** Opening Source information block **

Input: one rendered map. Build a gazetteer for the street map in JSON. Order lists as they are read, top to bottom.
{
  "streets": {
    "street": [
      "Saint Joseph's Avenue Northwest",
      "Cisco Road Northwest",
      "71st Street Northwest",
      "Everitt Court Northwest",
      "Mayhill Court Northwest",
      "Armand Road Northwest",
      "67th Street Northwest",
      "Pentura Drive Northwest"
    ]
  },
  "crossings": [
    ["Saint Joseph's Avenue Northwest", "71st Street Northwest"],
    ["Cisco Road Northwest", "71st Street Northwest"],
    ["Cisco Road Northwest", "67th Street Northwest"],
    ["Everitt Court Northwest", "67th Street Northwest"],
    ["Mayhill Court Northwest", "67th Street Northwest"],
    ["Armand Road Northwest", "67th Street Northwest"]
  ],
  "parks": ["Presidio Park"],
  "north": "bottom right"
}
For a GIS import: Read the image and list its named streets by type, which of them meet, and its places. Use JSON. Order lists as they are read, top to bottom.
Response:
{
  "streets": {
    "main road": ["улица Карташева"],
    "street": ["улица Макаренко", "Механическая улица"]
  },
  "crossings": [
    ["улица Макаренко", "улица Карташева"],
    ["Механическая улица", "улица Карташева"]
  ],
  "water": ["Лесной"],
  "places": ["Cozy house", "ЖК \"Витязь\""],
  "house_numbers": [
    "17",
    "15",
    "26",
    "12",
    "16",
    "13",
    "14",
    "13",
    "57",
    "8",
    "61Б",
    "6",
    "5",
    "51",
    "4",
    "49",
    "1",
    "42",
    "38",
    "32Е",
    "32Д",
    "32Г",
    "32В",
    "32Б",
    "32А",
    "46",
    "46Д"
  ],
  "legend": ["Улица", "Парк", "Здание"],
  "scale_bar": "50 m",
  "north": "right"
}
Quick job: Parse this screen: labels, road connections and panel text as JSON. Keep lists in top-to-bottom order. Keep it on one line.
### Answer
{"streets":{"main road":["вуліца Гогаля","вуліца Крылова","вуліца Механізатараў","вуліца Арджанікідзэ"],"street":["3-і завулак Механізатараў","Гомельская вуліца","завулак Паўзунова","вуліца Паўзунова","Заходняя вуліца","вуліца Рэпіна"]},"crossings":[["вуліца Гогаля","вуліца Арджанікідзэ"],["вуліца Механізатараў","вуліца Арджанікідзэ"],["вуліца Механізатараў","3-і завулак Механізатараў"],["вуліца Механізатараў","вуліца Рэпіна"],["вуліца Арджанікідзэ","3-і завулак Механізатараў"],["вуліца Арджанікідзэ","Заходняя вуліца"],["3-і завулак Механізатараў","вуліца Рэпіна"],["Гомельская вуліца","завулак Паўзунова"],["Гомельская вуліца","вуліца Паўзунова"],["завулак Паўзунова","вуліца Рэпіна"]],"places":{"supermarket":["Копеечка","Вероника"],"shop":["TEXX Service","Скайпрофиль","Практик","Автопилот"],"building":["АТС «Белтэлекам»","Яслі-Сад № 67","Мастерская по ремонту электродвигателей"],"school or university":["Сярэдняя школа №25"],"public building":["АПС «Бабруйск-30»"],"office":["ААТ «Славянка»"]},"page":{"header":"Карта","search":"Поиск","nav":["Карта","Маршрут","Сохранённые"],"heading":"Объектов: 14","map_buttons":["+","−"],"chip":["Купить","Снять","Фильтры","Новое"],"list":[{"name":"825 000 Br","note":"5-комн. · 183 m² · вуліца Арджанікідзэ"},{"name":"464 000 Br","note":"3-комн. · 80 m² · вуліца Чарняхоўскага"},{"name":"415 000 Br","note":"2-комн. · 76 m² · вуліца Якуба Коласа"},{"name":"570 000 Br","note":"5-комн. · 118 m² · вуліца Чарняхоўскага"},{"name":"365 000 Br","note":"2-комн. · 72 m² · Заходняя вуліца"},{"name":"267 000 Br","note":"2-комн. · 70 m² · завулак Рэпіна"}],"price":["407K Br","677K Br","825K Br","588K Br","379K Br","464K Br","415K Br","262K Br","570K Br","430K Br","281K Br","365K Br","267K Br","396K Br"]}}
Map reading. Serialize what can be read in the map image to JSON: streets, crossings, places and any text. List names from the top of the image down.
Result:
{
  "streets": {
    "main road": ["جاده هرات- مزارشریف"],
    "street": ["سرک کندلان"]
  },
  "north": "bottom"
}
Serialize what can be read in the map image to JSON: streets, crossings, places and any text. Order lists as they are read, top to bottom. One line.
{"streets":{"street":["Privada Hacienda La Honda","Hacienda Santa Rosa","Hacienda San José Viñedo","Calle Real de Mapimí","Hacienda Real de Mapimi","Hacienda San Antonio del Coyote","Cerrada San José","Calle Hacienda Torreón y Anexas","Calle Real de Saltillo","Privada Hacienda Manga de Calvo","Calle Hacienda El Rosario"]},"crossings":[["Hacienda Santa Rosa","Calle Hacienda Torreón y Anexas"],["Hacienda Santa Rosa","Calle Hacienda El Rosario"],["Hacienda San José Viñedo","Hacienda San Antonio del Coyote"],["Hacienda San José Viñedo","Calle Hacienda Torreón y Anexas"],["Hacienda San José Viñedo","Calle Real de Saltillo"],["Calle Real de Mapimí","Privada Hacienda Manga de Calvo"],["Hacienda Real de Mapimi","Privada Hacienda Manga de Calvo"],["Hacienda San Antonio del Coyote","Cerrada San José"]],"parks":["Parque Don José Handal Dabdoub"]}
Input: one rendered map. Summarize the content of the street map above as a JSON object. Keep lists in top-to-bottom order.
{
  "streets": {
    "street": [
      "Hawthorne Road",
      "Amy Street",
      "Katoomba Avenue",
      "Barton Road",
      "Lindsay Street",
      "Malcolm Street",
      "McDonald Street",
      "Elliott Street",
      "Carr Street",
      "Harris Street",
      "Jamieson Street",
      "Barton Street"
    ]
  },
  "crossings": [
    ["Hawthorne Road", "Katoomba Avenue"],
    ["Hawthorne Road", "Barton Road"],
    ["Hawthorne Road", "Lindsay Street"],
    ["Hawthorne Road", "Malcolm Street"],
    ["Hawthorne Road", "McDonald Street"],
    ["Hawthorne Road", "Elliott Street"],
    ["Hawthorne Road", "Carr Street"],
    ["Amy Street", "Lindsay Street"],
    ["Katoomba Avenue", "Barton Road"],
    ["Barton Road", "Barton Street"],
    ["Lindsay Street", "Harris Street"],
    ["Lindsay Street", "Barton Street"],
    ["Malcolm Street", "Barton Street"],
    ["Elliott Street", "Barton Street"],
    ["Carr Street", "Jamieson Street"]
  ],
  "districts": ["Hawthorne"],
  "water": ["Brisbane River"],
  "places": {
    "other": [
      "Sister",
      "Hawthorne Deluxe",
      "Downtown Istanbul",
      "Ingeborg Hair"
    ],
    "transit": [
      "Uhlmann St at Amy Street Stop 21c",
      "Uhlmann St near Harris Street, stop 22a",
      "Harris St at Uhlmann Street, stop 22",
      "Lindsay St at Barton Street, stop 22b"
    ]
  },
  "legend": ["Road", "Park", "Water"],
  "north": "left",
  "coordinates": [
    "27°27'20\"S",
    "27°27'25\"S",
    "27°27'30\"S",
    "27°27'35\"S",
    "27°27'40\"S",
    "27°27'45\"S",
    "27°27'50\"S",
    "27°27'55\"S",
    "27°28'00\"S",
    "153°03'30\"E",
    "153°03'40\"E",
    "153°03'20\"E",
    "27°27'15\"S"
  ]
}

** Closing Source information block **

### Work order
What is the number of lines in the entries above that contain the string "Saint"? Reply with the number and nothing more.

### Result
2